Hanson - Penny & Me (Cooking Vinyl)

Pay attention 7B! The common language is vanishing! It is slowly being crushed to death under the weight of verbal conglomerate, a nearly-speech at once both pretentious and feeble, that is created daily by millions of inconsistencies and inaccuracies in grammar and syntax! Or so Hanson would have you believe with their latest emotional-tap, neo-country comment on words and how we speak them, innit.

The tinny overflow of Hanson leaking from a personal stereo is a common sound in classrooms all over this land, but perhaps not as common as a good old grammatical debate. Through the medium of taut ballad and cheery American chorus, all Yield signs and denim crotch, Hanson are revitalising the argument through lyric; “But it's still Penny and I all alone beneath the sky/It's always Penny and me tonight.”

And I or and me?

The reverberation of still and always in those two lines form a vibration that dominates this three minute burst of angelic canteen-blues and confirms the twenty-something AOLTimeWarner veterans as being in a cerebral class of their own. Attacking the French notion of rime croisée, Hanson are unafraid to go straight for the playground jugular with their fly/by/try/high line endings. There is a subtlety about their work here, much more so than the rejection of the English language in their nonsense hit MmmBop which featured the instantly forgettable (hence the recollection here) chorus of “Mmm bop ba duba dop ba du bop ba duba dop ba du bop ba duba dop ba du” and laid the ground work for such seminal releases as Sigur Ros’ 2004 gibberish 12” Ba Ba Ti Ki Do.

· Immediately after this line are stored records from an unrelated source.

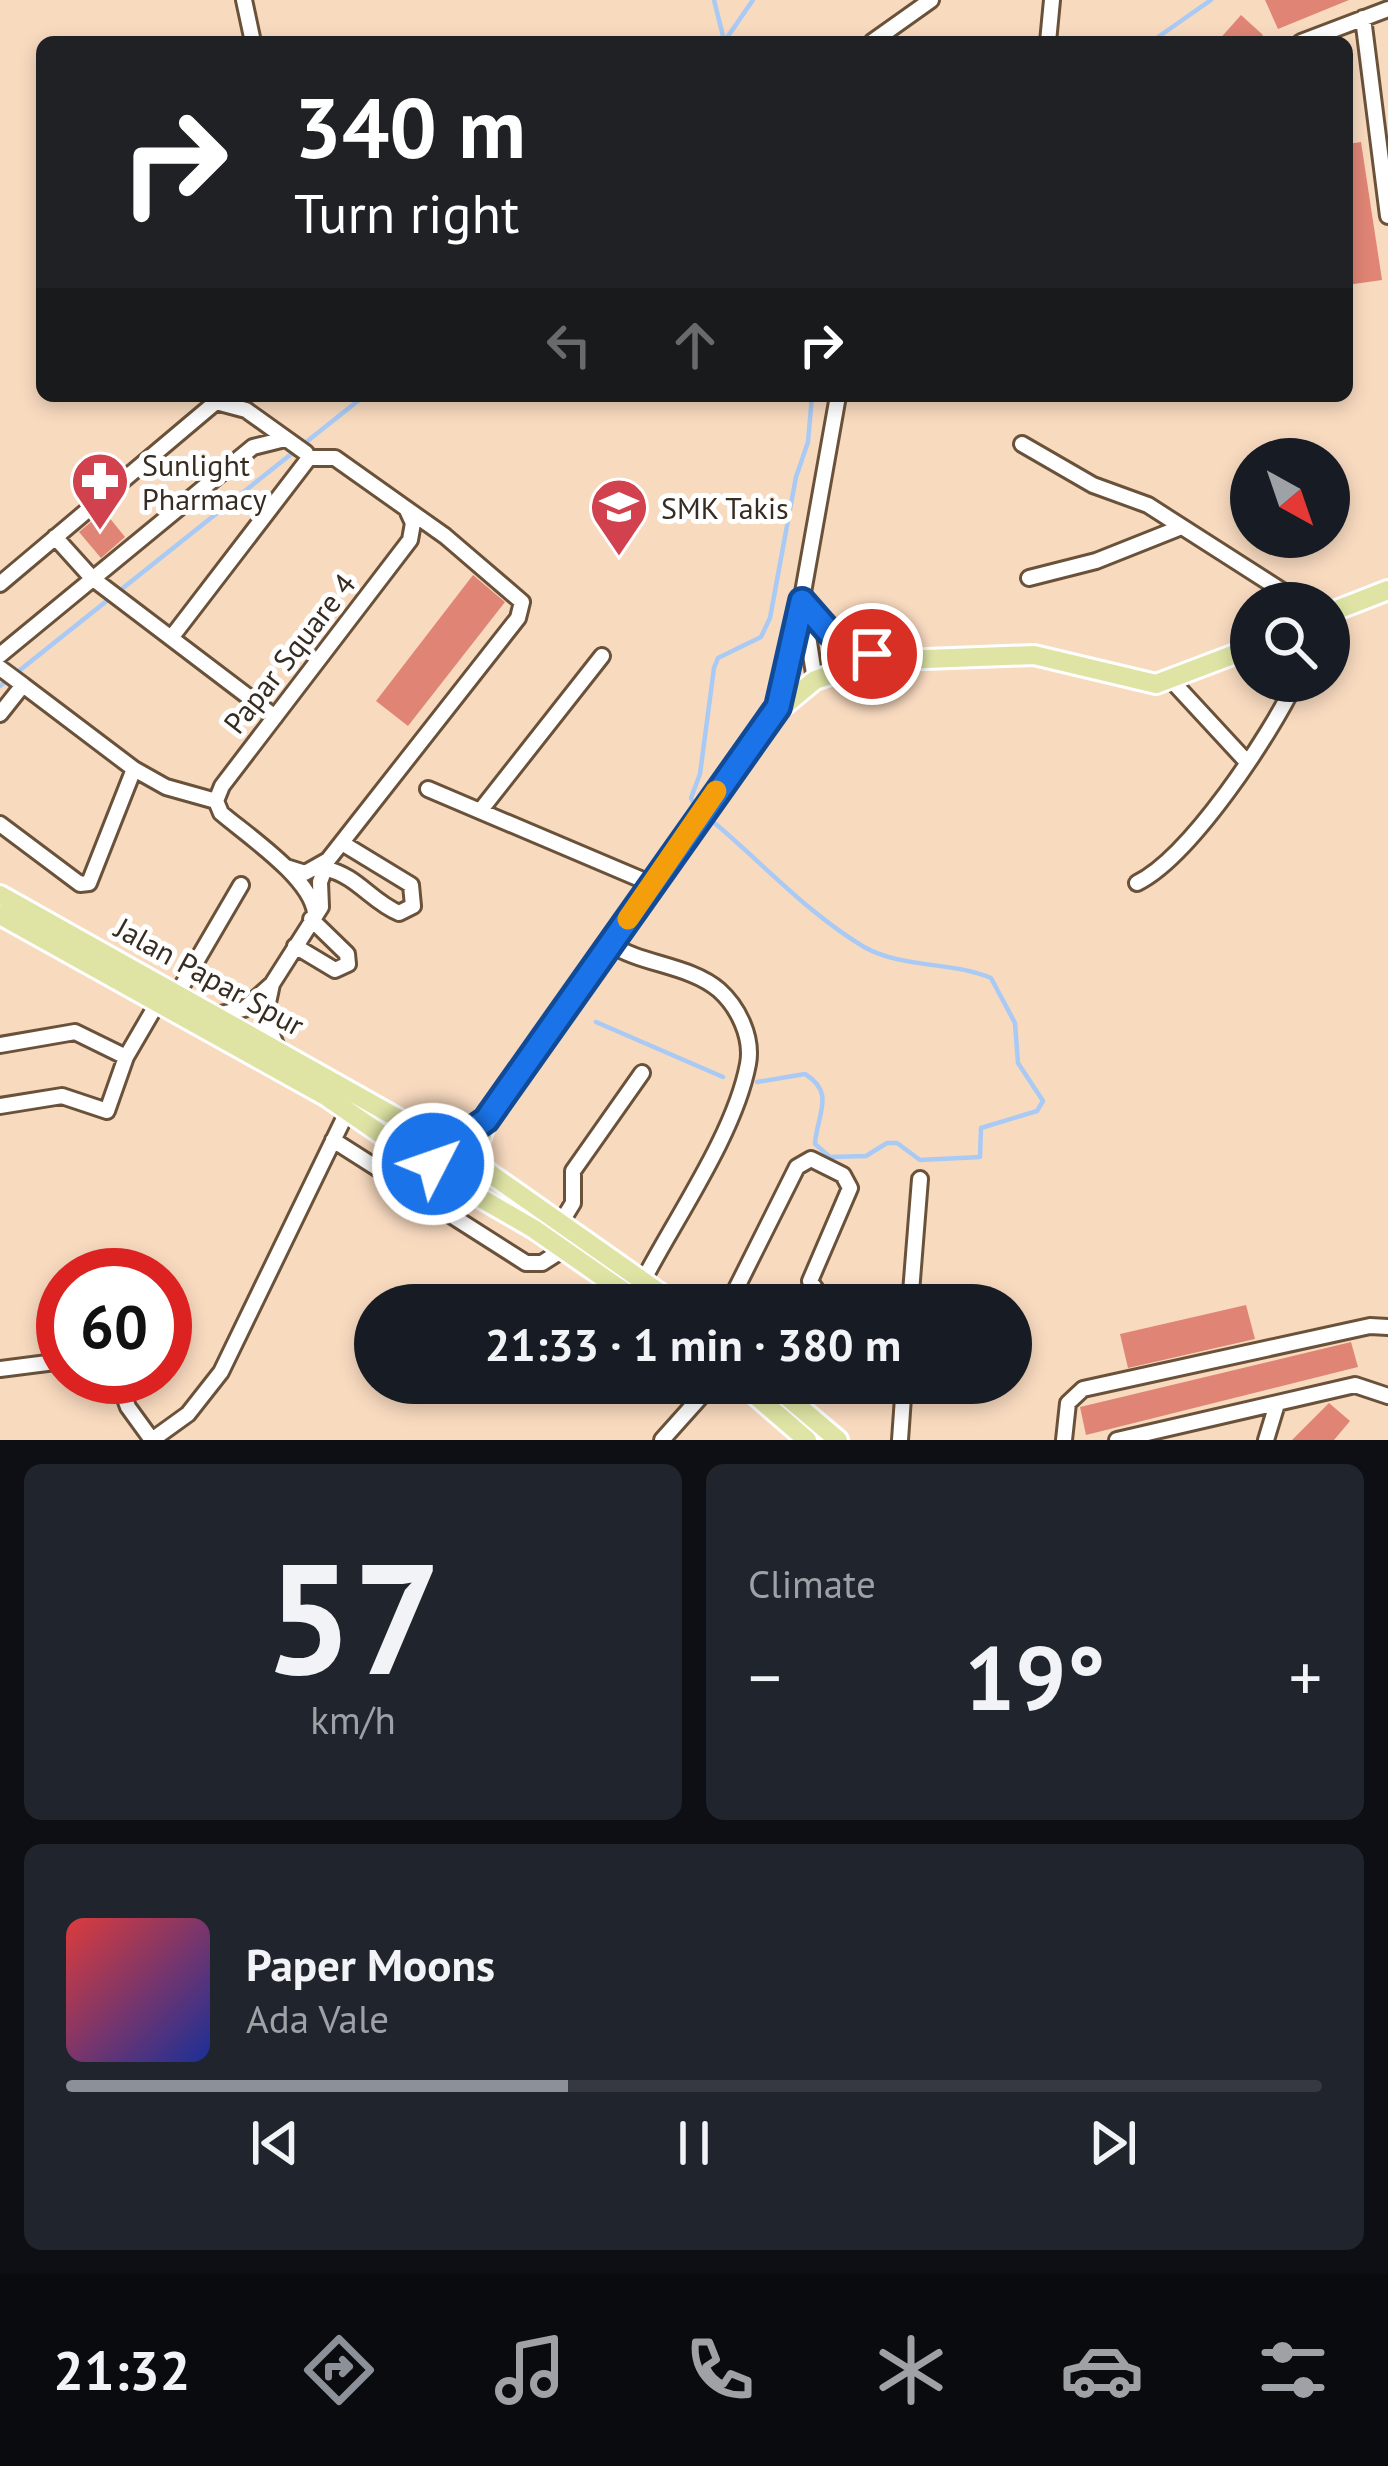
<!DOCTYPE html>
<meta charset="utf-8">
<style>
body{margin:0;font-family:"PT Sans",sans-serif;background:#20242c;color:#f1f3f6;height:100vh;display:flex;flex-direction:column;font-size:45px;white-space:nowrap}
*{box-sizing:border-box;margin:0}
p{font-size:39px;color:#9ea1a6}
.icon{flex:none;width:66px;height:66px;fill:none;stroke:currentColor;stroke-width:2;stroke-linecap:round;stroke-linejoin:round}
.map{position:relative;height:1440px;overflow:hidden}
.panel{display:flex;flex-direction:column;gap:24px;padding:24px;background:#0d0f14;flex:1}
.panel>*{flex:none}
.guide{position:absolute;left:36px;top:36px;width:1317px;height:366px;border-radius:18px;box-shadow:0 6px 18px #0003;background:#202124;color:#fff;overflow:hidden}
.needle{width:78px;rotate:140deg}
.buttons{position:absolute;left:1230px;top:438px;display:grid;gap:24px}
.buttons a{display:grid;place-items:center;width:120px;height:120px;border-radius:50%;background:#171b24;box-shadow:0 6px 18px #0003;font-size:60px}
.speed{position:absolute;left:36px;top:1248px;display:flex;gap:24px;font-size:60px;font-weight:700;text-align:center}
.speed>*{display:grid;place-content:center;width:156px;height:156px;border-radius:50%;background:#171b24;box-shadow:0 6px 18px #0003;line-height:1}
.speed .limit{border:18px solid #d22;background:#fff;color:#111}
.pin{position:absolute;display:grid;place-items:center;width:102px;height:102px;color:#fff;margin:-51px;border:6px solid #fff;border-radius:50%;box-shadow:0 3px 12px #0007}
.me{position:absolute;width:132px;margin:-66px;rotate:49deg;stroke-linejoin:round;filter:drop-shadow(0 0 9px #0008)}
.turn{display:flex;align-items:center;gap:42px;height:252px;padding:0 60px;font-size:54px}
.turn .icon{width:156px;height:156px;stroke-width:2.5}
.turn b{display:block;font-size:84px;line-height:102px}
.lanes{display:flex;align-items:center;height:114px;padding:0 60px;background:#0003;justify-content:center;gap:60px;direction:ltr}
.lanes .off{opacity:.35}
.big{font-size:90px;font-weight:600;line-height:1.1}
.panel .tile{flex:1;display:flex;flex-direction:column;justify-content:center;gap:18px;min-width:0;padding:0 42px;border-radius:18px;background:#20242c}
.panel .dial{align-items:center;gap:0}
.dial b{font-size:156px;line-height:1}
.song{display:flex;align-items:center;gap:36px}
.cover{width:144px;height:144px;border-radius:18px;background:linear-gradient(135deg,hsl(0 70% 55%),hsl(230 70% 35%))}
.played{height:12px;border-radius:6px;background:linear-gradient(90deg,#8c9099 40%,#363941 40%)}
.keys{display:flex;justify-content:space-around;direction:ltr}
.heat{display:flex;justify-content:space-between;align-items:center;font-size:66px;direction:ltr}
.panel .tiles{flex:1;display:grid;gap:24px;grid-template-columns:1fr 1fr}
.tile:last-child{grid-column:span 2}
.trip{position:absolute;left:354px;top:1284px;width:678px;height:120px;border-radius:60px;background:#171b24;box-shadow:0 6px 18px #0003;font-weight:600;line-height:120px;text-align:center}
.dock{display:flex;height:192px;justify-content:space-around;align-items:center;background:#090b0e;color:#9ea1a6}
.dock .icon{width:84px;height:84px}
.dock .on{color:#8c9099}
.dock b{font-size:54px;color:#f1f3f6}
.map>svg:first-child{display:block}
</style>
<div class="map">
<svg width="1388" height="1440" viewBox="0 0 1388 1440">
<rect width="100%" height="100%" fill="#f8dabf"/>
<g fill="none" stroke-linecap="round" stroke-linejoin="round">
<path stroke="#a8caf4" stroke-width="4.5" d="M 714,0 L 724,40
M 724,42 L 753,0
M 1151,42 L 1211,0
M 0,686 L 364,396
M 696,808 L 691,798 L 700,774 L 714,668 L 718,658 L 761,637 L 770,618 L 796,477 L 808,442 L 812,396
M 705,815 C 757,857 805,912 864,947 C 904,969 951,961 991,978 L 1015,1023 L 1018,1063 L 1043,1101 L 1037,1111 L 981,1128 L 980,1157 L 920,1160 L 897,1143 L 887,1143 L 866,1156 L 830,1157 L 815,1144 C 817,1114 836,1093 805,1074 L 757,1082
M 596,1022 L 723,1077"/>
</g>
<path fill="#e08575" d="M 1265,0 L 1349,0 L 1278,29 Z
M 1241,15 L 1263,35 L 1257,42 L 1217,42 Z
M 1361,142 L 1382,280 L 1347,285 L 1347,144 Z
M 104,511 L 125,537 L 101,558 L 79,532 Z
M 473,575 L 505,602 L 408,726 L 376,701 Z
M 1246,1305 L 1255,1339 L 1128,1368 L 1120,1334 Z
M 1351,1342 L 1358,1367 L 1086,1435 L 1080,1407 Z
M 1329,1403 L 1350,1421 L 1334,1440 L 1292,1440 Z"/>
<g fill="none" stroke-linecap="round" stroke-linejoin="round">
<defs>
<path id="minor" d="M 244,0 L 253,42
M 1363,18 L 1388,216
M 872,42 L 931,0
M 1048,42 L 1052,0
M 1301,42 L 1388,9
M 1022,444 L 1093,485 L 1148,505 L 1301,603
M 55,537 L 92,578 L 171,638
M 1029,578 L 1096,561 L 1179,528
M 0,584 L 216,402 L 246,410 L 306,453
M 0,655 L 253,447 L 285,439
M 0,668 L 23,685
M 815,680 L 802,598 L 838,396
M 1172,681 L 1246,761
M 0,714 L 23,685 L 134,769 L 89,883 L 80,884 L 0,824
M 134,769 L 166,787 L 216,801 L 221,813 C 248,836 311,878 315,913
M 428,789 L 652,884
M 216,801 L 222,786 L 410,540 L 413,523 L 407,510
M 480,811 L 602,656
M 286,867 L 305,873 L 328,860
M 327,869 C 357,876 372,902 399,913 L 413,906 L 411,885 L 342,843
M 1137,883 C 1190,857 1270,736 1296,681
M 610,944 C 643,965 690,965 719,990 C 738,1007 753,1037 748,1064 C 735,1133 677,1216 644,1279
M 295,946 L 335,970 L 348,964 L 347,954 L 311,919
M 272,984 L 265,1017 L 276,1045
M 179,991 L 241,885
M 220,1014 L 244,1009 L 272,984 L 321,907 L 320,882 L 328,860 L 518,618 L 522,602 L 445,536 L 335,458 L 309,458 L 171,638 L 275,717
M 0,1045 L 75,1032 L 126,1057
M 0,1106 L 62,1096 L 107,1111 L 126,1057 L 158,1002
M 333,1140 L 526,1263 L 542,1263 L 564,1249
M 562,1221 L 573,1203 L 573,1171 L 642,1073
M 728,1305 L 797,1167 L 811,1159 L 843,1175 L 850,1188 L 810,1281 L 827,1305
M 910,1305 L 920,1179
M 0,1369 L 63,1361
M 117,1377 L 128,1407 L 152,1440
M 152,1440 L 188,1414 L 221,1372 L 348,1110
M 662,1440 L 713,1383
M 900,1440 L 904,1383
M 1064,1440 L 1068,1403 L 1083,1389 L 1370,1326 L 1388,1327
M 1117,1440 L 1355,1385 L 1388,1396
M 1266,1440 L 1277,1404"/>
<path id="major" d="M 803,601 L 830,633 L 884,660
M 1329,613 L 1388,590
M 778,707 L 803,614
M 0,895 L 449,1147
M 0,915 L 327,1097 L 433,1170
M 455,1146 L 486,1120 L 763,723 L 815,680 L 873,661 L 1034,655 L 1156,684 L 1251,648
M 458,1147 L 443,1149 L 435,1158 L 436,1176 L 445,1184 L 468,1178 L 486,1122
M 472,1161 L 677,1305
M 458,1185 L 534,1229 L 643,1305
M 741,1383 L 807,1440
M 771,1383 L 838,1440"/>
</defs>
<use href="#minor" stroke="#6a523a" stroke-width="20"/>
<use href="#major" stroke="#fff" stroke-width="24"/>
<use href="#minor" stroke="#fff" stroke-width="14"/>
<use href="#major" stroke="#dfe4a5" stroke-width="18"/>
</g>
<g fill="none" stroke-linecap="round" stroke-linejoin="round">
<defs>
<path id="route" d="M 433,1164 L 438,1153 L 486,1120 L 778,707 L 802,601 L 830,633 L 872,654"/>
</defs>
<use href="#route" stroke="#114b97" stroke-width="30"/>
<use href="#route" stroke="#1a73e8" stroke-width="21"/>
<path stroke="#f59e0b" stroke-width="21" d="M 628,919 L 716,791"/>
</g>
<defs>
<symbol id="pharmacy-pin" viewBox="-11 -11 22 30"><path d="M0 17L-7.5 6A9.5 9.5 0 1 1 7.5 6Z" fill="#d2424e" stroke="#fff"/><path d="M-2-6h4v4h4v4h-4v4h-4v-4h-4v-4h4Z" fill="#fff"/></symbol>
<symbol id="school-pin" viewBox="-11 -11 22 30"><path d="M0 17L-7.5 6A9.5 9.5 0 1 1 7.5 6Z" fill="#d2424e" stroke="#fff"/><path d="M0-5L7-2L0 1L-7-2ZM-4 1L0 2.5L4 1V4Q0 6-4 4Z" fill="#fff"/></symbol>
</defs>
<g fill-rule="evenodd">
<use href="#pharmacy-pin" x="67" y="448" width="66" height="90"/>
<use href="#school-pin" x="586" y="474" width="66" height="90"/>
</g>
<g text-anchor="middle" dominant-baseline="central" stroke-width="10" stroke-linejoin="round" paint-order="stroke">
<g font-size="30" fill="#372c21" stroke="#fff" text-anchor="start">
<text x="142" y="464">Sunlight<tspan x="142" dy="34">Pharmacy</tspan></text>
<text x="661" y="507">SMK Takis</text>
</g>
<g font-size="30" fill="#372c21" stroke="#fff">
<text transform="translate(289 653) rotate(-52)">Papar Square 4</text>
<text transform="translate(210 976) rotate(29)">Jalan Papar Spur</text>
</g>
</g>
</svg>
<div class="buttons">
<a><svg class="needle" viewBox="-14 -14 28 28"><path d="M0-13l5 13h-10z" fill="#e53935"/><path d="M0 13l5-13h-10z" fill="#9ea1a6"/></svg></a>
<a><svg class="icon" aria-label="search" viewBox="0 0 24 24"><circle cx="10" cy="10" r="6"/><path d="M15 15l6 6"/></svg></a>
</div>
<div class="speed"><div class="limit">60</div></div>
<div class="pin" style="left:872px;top:654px;background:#d93025"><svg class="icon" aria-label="arrive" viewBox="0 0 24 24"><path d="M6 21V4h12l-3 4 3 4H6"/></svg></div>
<svg class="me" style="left:433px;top:1164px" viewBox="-20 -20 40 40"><circle r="17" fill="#1a73e8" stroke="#fff" stroke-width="3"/><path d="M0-11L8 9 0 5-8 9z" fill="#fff"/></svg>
<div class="trip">21:33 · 1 min · 380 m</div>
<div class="guide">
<div class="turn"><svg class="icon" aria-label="right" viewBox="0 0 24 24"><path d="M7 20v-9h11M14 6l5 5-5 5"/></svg><div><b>340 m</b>Turn right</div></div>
<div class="lanes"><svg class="icon off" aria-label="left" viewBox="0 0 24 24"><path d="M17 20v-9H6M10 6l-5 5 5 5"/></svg><svg class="icon off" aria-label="ahead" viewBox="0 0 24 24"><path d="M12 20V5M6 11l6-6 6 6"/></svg><svg class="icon" aria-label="right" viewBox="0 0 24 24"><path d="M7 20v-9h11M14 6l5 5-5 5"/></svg></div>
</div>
</div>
<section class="panel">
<div class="tiles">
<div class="tile dial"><b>57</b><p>km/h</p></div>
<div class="tile"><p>Climate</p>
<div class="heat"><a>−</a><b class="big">19°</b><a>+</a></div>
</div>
<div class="tile">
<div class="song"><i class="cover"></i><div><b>Paper Moons</b><p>Ada Vale</p></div></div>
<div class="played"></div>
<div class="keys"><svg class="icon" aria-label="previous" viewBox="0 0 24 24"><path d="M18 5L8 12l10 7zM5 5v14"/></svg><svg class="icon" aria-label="pause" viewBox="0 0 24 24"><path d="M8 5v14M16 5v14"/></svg><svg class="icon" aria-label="next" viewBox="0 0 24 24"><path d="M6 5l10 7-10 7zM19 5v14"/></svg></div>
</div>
</div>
</section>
<nav class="dock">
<b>21:32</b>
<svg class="icon on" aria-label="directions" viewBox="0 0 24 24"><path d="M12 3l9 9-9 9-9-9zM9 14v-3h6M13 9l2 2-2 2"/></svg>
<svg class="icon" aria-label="music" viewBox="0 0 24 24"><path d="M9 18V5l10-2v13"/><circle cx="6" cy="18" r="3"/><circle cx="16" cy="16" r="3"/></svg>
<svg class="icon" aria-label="phone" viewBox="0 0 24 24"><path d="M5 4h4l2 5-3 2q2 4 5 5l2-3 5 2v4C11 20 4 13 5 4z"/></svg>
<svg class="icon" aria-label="climate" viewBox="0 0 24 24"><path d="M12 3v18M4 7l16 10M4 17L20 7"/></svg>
<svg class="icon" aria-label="car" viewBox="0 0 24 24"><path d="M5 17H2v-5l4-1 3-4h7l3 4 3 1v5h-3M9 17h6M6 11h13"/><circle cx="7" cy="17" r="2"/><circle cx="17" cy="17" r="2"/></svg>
<svg class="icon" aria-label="filters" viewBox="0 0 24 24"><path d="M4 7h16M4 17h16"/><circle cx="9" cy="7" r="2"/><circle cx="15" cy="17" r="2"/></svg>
</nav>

So with Hanson - to bust traditional vernacular the fuck open - you gets what you pays for. In the history of modern English there is no period in which such victory over thought-in-speech has been so widespread. Clarke Isaac, Jordan Taylor and Zachary Walker are chronicling that change with the speculative fiction of a grand piano, a Gibson SG and a DW four piece (with Zildjians). These post-pubescents are moving semantic boundaries and you better stop talking at the back and straighten your tie, because they don’t mind sounding like Billy Joel french-kissing Sheryl Crow in doing it.